Like, I get the need for some protective mechanisms for interactive content/posting/etc, but there should be zero cases where a simple HTTP 200 GET requires javascript/client side crap. If they serve me a slightly stale version of the remote resource (5 minutes/whatnot) that's fine.
They've effectively just turned into a google protection racket. Small/special purpose search/archive tools are just stonewalled.
- buro9 4 years ago
  
  You can't turn it off as a Cloudflare customer either.
  The best you've got is "essentially off" but that wording is such because even with everything disabled there are still edge cases where their security will enforce a JS challenge or CAPTCHA.
  
  1 reply →
- rtpg 4 years ago
  
  Not to be too dismissive of this, but for companies trying to just run a service and getting constantly bombarded by stuff like DDoS issues, Cloudflare and its ilk lets them service a large portion of "legitimate" users, compared to none.
  I don't really know how you resolve that absent just like... putting everything behind logins, though.
  
  3 replies →
- charcircuit 4 years ago
  
  > If they serve me a slightly stale version of the remote resource (5 minutes/whatnot) that's fine.
  Not all sites are configured to do this. Some pages are expensive to render and have no cache layer.
  
  2 replies →
cma 4 years ago
I've noticed even GitHub has a login wall now for comments on open source projects. They truncate them if you aren't logged in, similar to reddit on mobile, instagram, twitter, etc. Hopefully the mobile version doesn't start pushing you to install some crappy apps where you can't use features like tabbed browsing, tab sync with another machine, etc.
- caulk 4 years ago
  
  The reasoning behind that might be the myriad of scrape-and-publish SEO spam pages with GitHub content.
  
  2 replies →
mschuster91 4 years ago

> profiling users based on other traits, and essentially determining if they are using "approved" software, is a dystopia we should fight strongly against. Stallman's Right To Read comes to mind as a very relevant warning story.
Right to Read indeed... fanfiction.net has over the last months become really annoying.
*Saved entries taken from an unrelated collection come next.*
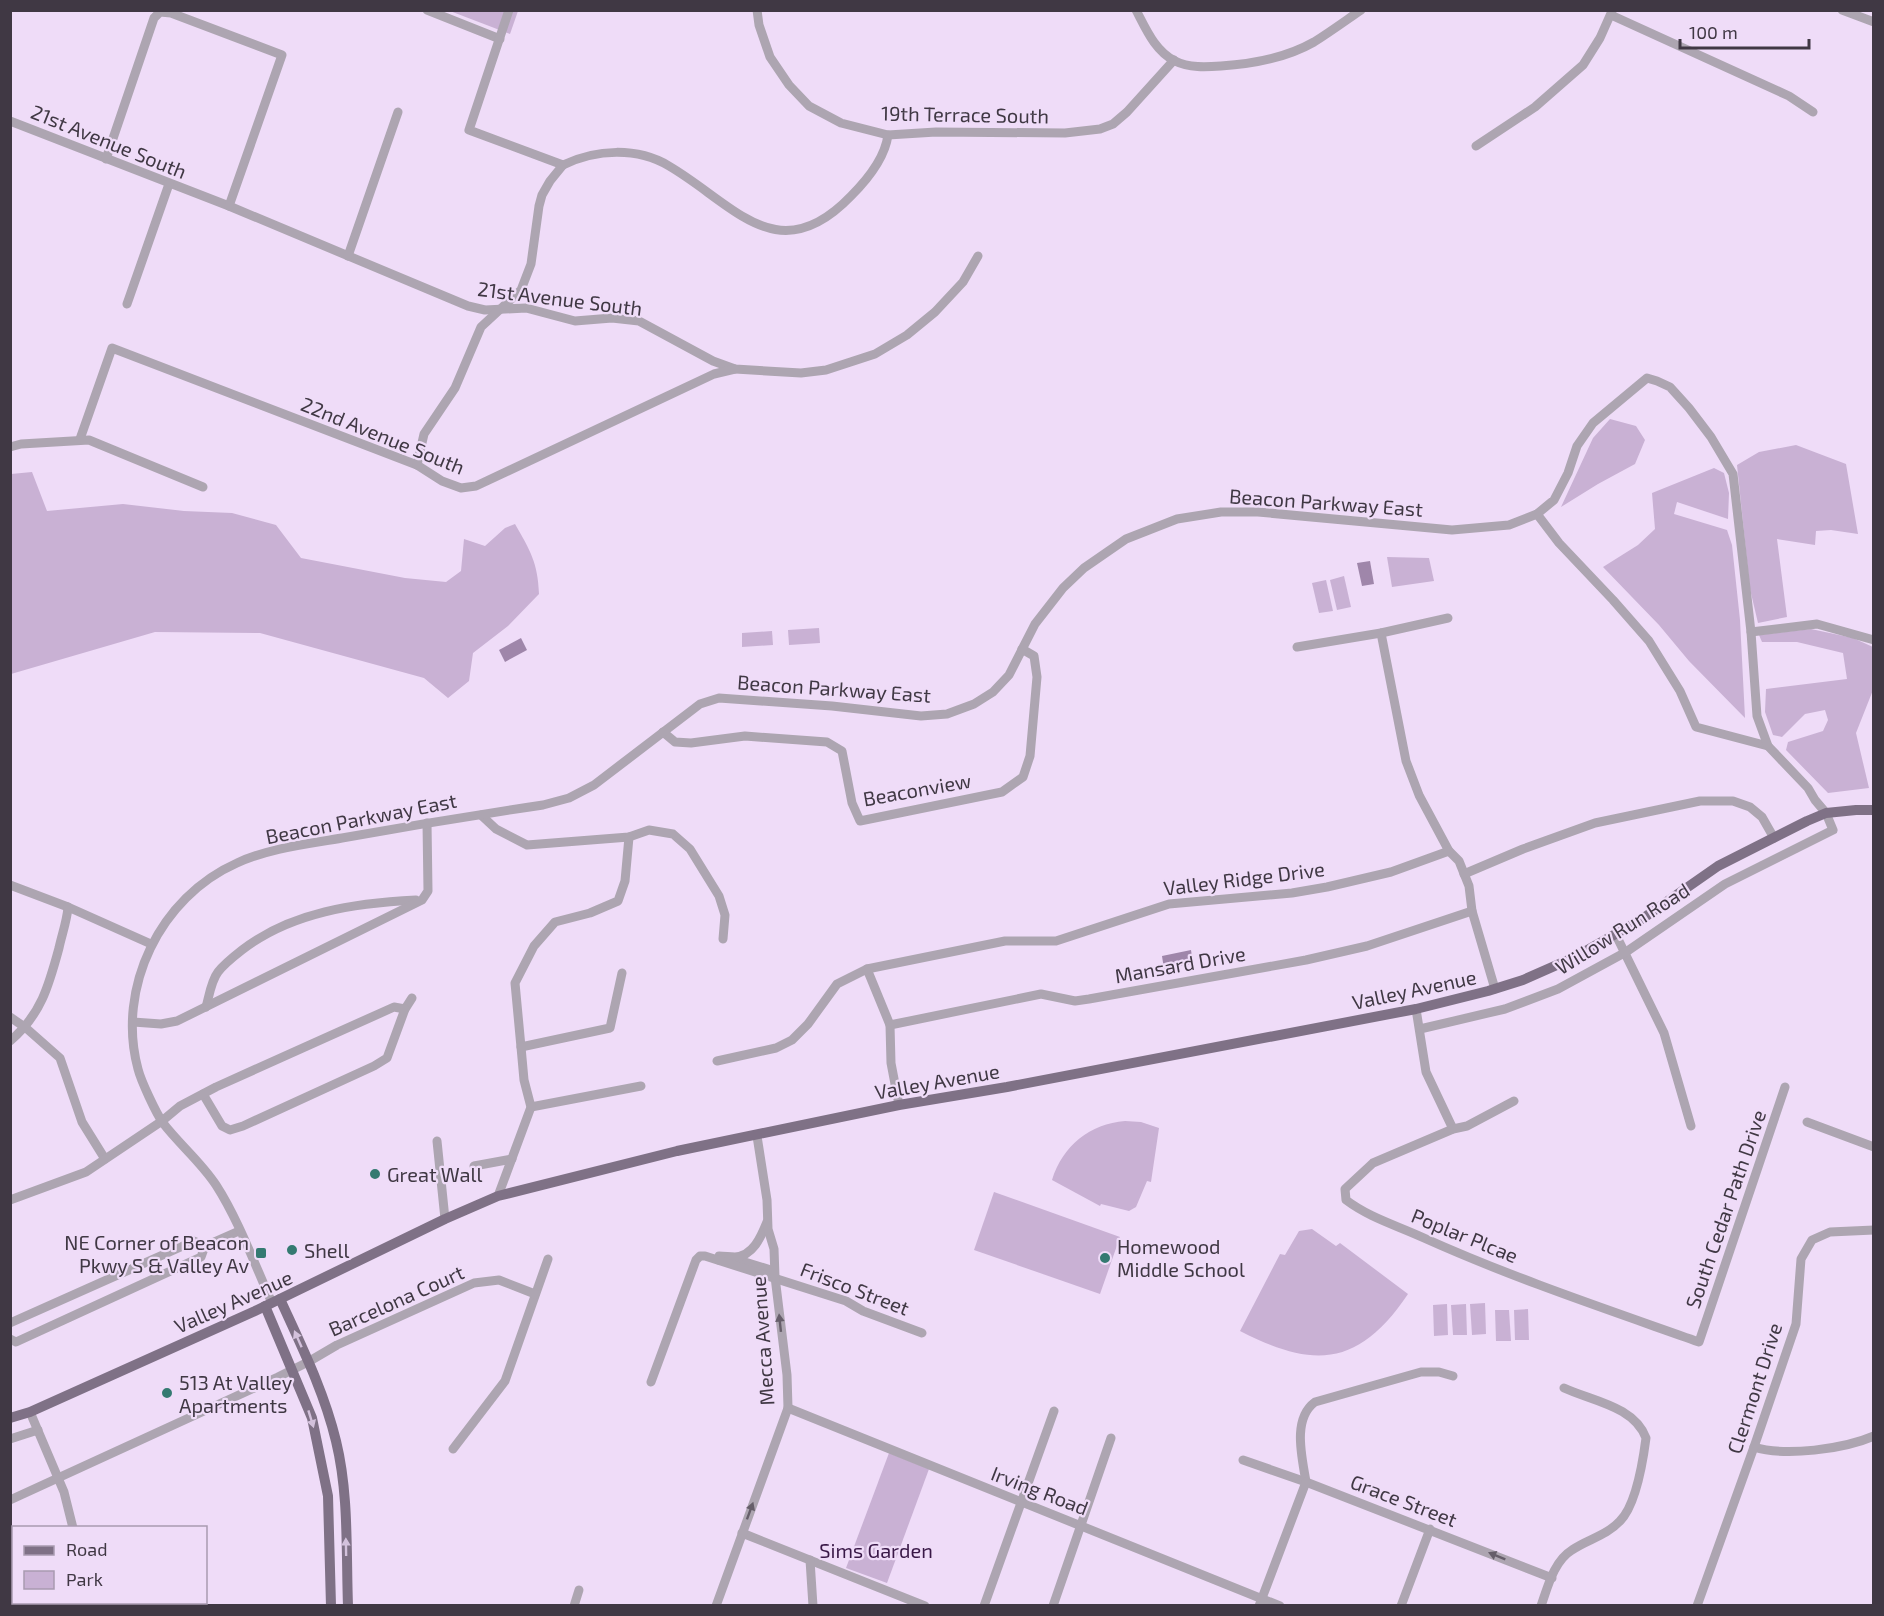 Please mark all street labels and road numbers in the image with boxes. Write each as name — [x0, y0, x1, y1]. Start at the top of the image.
street label: 21st Avenue South — [28, 99, 190, 183]
street label: 19th Terrace South — [881, 101, 1049, 127]
street label: 21st Avenue South — [476, 276, 644, 320]
street label: 22nd Avenue South — [298, 391, 468, 479]
street label: Beacon Parkway East — [1228, 483, 1424, 521]
street label: Beacon Parkway East — [736, 669, 932, 707]
street label: Beaconview — [861, 768, 973, 810]
street label: Beacon Parkway East — [263, 788, 459, 848]
street label: Valley Ridge Drive — [1162, 856, 1326, 900]
street label: Willow Run Road — [1551, 877, 1693, 979]
street label: Mansard Drive — [1113, 941, 1247, 987]
street label: Valley Avenue — [1350, 964, 1478, 1014]
street label: Valley Avenue — [873, 1058, 1001, 1104]
street label: South Cedar Path Drive — [1680, 1107, 1770, 1311]
street label: Poplar Plcae — [1408, 1203, 1522, 1267]
street label: Frisco Street — [797, 1256, 913, 1320]
street label: Barcelona Court — [325, 1259, 468, 1341]
street label: Valley Avenue — [170, 1264, 296, 1338]
street label: Mecca Avenue — [746, 1275, 778, 1407]
street label: Clermont Drive — [1722, 1320, 1786, 1456]
street label: Irving Road — [988, 1460, 1092, 1520]
street label: Grace Street — [1347, 1469, 1461, 1531] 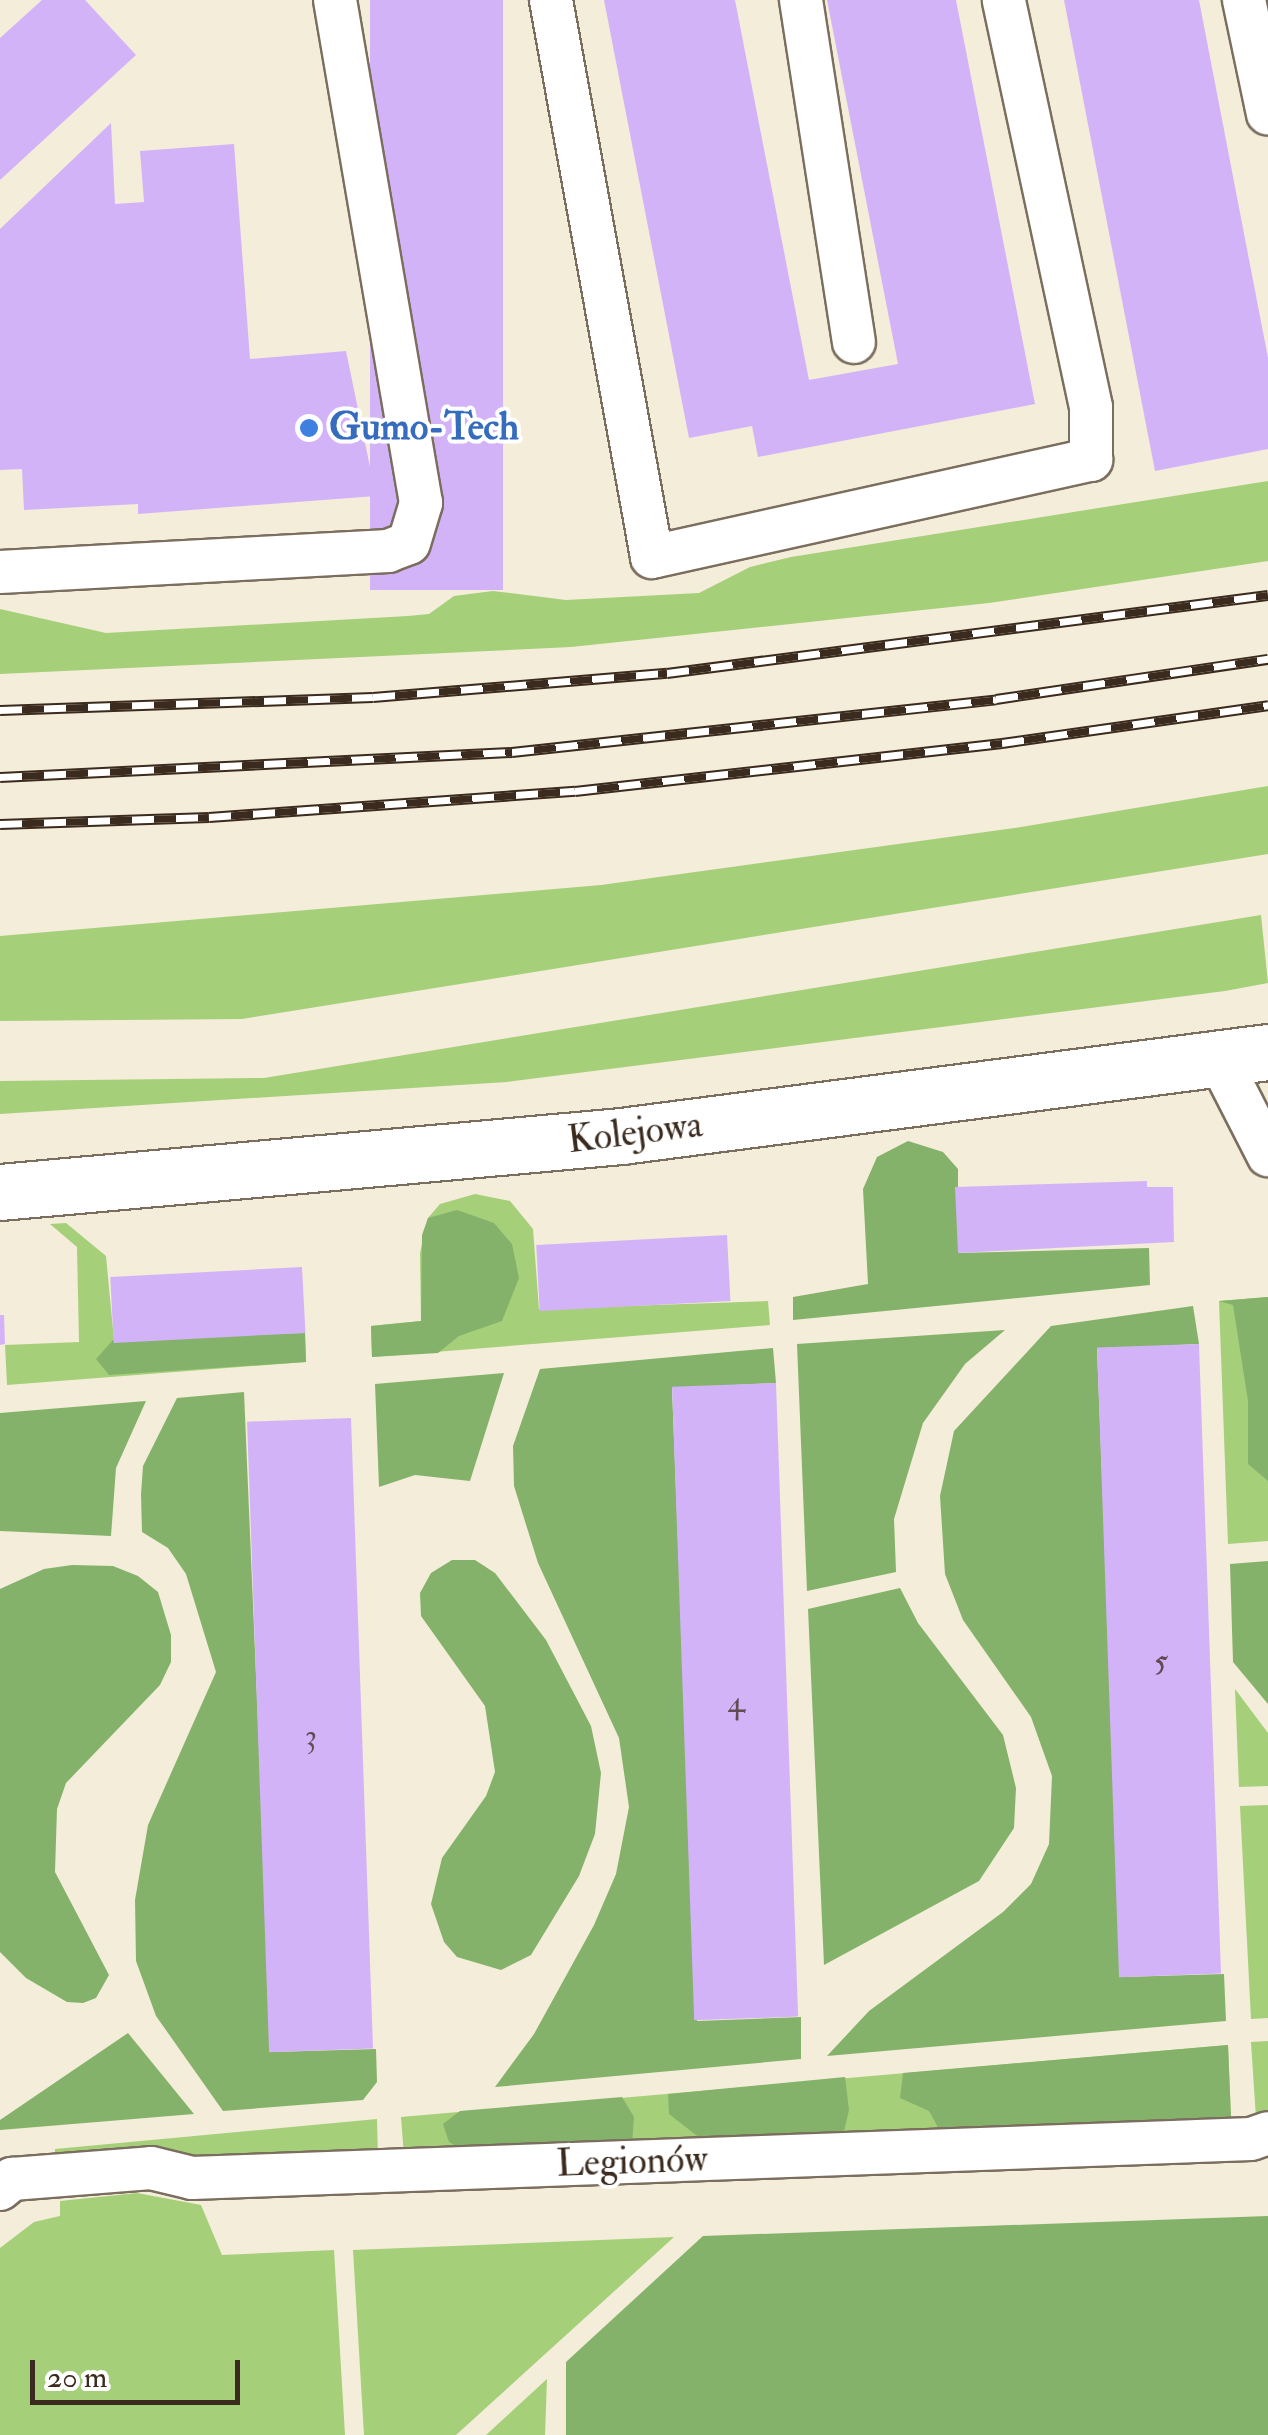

Especially at night, when you have the FFN UI set to dark, and then out of nothing a bright white Cloudflare page appears. Or why the Cloudflare "anti bot" protection leads to an endless loop when the browser is the Android web view inside a third-party Reddit client.
oh_sigh 4 years ago
Maybe I'm just a techno-optimist, but I suspect big tech companies don't give a hoot about you running "unapproved" software, but rather care about their services being abused and "unapproved" software is just a useful signal that fails on a tiny percentage of total legit users.
- llampx 4 years ago
  
  You are a lot more charitable than I am. I believe the big tech companies use dark patterns to get us to sign up, improve their metrics and hoover up our data.
- bayindirh 4 years ago
  
  Just trying to keep services operational is a fine goal to pursue as an operator, but forcing users to small inbound funnels for the service is detrimental too. There needs to be better research to be done to allow simpler ways of operation to continue working.
  A browser is becoming a universal agent by itself, but many people (maybe increasingly) use terminal to access to the resources, and stonewalling these paths are never OK in my book.
- saurik 4 years ago
  
  This is a distinction without a difference.

gruez 4 years ago

>impersonate Firefox 95

you should really be impersonating an ESR version (eg. 91). Versions from the release channel is updated every month or so, and everyone has autoupdate enabled. Therefore unless you keep it up to date, your fingerprint is going to stick out like a sore thumb in a few months. On the other hand, ESR sticks to one version and shouldn't change significantly during its one year lifetime. It's still going to stick out to some extent (most people don't use ESR), but at least you have some enterprises who use ESR to blend into.

kalleboo 4 years ago
They should really be impersonating Chrome. If this takes off, Firefox has such a small user share that I could see sites just banning Firefox altogether, like they do with Tor
- jve 4 years ago
  
  I suspect Tor is being banned not because of a small user share.
  Perhaps you may get broken sites with Firefox, because no-one cared. But banning? Seems like a stretch.
  
  2 replies →
lwthiker 4 years ago

Thanks for the suggestion, I had no idea ESR was a thing. I've just added support for Firefox ESR 91 (it was pretty similar and required adding one cipher to the cipher list and changing the user agent).
LanternLight83 4 years ago

I think ESR is the way to go too, but either way, I wonder if some tests can be written to confirm the coverage/similarity of the requests? It would entail automating a both Firefox session and the recording of network traffic, and feels like it might end up as bikeshedding.

vincent-toups 4 years ago

Cool, can't wait for anti-bot protection to start rejecting me because I use firefox.

npteljes 4 years ago

Only a matter of time I'm afraid :( Firefox usage share is already low enough for many sites to make pages for Chrome and maybe Safari only.

jandrese 4 years ago

Given the relative market shares it might make more sense to impersonate Chrome.

lwthiker 4 years ago

I will try to impersonate Chrome next, However, I suspect this is going to be more challenging. Chrome uses BoringSSL, which curl does not support. So it means either enforcing curl to compile with BoringSSL or modifying NSS to look like BoringSSL.
7v3x3n3sem9vv 4 years ago
and make it seem like Firefox has less market share? sounds like a good way to kill Firefox even faster, my 2 cents.
- flawi 4 years ago
  
  Counter argument is service providers just choosing to block anything that looks like Firefox since the market share is so small and it's being used to circumvent their precious protections.
  
  1 reply →

1vuio0pswjnm7 4 years ago

"Some web services therefore use the TLS handshake to fingerprint which HTTP client is accessing them. Notably, some bot protection platforms use this to identify curl and block it."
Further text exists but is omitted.